Mean vs. Median: When to Use?

56k Views Asked by At

I know the difference between the mean and the median.

  • The mean of a set of numbers is the sum of all the numbers divided by the cardinality.
  • The median of a set of numbers is the middle number, when the set is organized in ascending or descending order (and, when the set has an even cardinality, the mean of the middle two numbers).

It seems to me that they're often used interchangeably, both to give a sense of what's going on in same data.

Do they mean (pun intended) different things? When should one be used over the other?

2

There are 2 best solutions below

0
On BEST ANSWER

Almost all analytic calculations on sets of data are more natural in terms of the mean than the median. For example, the "$z$-test for significance of a discrepancy relative to the null hypothesis deals with the sample estimated mean and sample unbiased estimated standard deviation.

The median, and particularly the difference between the median and the mean, is useful to characterize how "skewed" the data is (although the skew, which depends on the third moment about the mean, is also useful for that).

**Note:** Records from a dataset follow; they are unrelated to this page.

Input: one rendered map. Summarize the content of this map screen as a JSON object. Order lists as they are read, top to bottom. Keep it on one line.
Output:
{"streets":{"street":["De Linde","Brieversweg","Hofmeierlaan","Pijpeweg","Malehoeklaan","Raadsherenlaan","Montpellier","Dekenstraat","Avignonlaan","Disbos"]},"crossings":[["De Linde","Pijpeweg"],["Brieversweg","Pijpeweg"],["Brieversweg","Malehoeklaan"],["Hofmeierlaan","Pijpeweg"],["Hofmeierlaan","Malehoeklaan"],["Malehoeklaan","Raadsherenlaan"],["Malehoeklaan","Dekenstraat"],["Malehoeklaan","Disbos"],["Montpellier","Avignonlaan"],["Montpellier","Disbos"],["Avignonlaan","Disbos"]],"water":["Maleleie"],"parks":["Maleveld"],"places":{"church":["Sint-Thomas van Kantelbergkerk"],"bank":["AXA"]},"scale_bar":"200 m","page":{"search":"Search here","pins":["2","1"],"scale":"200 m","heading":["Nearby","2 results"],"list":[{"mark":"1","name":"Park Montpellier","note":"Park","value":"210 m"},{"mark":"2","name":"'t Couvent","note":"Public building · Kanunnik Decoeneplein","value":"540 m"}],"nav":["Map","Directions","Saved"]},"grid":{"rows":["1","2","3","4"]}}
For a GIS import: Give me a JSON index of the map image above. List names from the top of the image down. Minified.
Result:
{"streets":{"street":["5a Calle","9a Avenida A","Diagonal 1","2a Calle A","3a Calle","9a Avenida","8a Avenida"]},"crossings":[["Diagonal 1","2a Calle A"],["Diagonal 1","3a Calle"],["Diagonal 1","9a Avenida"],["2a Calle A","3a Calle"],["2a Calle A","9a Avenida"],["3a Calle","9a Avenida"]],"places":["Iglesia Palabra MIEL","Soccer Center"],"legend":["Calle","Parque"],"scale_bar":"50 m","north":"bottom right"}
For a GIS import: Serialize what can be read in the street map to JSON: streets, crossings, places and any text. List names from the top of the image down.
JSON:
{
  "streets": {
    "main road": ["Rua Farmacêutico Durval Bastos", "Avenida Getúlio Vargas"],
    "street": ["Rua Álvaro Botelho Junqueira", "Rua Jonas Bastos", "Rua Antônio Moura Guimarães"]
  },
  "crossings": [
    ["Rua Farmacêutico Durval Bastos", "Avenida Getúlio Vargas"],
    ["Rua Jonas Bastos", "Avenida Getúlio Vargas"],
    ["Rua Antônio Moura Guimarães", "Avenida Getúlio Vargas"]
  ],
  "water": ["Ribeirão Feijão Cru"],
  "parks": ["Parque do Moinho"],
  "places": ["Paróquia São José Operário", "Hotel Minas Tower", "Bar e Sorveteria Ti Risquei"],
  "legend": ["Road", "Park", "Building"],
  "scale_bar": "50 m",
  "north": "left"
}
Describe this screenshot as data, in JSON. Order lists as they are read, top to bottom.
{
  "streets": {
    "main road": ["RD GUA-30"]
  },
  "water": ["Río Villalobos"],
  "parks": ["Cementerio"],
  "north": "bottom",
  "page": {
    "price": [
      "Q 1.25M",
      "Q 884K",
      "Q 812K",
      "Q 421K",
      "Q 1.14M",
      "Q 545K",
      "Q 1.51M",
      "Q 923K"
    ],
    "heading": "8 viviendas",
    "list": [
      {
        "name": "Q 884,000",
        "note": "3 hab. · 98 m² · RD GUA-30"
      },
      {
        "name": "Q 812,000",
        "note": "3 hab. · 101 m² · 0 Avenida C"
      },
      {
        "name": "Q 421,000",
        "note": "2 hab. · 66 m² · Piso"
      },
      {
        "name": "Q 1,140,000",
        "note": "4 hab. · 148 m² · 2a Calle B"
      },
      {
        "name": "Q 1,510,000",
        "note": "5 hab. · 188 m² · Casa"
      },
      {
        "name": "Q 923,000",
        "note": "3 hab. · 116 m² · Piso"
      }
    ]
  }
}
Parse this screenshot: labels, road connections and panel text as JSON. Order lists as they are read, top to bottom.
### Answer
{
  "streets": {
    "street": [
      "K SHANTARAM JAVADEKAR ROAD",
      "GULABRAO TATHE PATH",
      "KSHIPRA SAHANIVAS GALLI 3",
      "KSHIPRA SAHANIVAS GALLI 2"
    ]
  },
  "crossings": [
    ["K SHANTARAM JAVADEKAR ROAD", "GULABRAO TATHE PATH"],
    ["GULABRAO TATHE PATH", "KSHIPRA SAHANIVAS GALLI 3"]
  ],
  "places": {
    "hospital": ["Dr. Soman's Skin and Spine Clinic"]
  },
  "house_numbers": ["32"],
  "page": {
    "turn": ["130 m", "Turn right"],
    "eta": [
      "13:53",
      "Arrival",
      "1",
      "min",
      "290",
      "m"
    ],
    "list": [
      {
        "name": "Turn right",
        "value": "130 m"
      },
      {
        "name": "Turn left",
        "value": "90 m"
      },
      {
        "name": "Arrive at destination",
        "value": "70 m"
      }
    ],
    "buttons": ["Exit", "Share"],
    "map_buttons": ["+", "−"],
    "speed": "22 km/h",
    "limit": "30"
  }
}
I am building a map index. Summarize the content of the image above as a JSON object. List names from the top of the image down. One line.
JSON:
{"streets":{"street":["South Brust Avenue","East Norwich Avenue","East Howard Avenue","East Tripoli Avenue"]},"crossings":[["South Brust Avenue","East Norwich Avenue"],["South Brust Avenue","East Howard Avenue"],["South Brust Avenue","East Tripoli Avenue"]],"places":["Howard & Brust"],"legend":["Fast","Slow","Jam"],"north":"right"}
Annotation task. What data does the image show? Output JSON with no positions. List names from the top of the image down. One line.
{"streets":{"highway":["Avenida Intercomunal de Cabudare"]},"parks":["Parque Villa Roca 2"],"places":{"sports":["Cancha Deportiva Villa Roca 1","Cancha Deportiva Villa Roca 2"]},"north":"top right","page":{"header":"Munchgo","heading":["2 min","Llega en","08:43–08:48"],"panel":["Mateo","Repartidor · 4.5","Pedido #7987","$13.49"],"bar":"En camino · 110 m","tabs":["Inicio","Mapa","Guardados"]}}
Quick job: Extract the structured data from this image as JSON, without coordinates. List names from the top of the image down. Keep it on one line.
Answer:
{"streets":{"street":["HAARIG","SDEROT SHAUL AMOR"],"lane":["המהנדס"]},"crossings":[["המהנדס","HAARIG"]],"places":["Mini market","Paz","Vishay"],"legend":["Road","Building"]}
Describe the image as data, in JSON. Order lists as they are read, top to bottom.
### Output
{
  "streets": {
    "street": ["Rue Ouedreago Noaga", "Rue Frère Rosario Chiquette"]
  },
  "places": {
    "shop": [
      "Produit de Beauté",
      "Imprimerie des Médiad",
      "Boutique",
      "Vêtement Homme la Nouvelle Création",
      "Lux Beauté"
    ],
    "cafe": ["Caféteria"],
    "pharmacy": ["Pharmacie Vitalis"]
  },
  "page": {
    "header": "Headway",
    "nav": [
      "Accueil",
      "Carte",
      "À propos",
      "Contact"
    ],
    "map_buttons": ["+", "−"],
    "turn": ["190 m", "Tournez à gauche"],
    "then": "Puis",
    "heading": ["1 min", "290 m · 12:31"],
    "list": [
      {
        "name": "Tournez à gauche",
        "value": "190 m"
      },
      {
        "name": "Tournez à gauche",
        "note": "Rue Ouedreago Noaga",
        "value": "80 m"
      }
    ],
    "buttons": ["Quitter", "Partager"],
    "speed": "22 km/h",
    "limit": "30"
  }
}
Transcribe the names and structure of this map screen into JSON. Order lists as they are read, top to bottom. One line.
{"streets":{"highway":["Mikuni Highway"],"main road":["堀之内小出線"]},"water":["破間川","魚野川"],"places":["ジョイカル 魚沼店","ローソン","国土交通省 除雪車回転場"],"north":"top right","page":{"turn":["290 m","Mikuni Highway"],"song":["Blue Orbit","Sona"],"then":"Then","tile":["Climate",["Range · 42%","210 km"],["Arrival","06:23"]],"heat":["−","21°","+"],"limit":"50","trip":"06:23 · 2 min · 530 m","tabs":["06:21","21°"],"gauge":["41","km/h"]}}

The real use of the median comes when the data set may contain extreme outliers (perhaps due to errors in early processing of the sample numbers, or a serious bias in the sample gathering procedure). Then describing the distribution in terms of quartiles (with the median dividing the second from the third quartile) can be more informative than quoting $\mu$ and $\sigma$.

2
On

The median is particularly handy to describe data with a significant skew or long tail. For example, if we looked at incomes, a small number of rock-stars, corporate executives and hedge-fund managers each taking home multi-million dollar salaries. These outliers carry more weight in the calculation of the mean than they do in the median calculation. Mean income is higher than median income. The median income would be closer to something we associate with middle-class.

Means are great when the distribution has been well studied and is well understood. (e.g. normally distributed) Then mean and standard deviation tell us just about everything we care to know.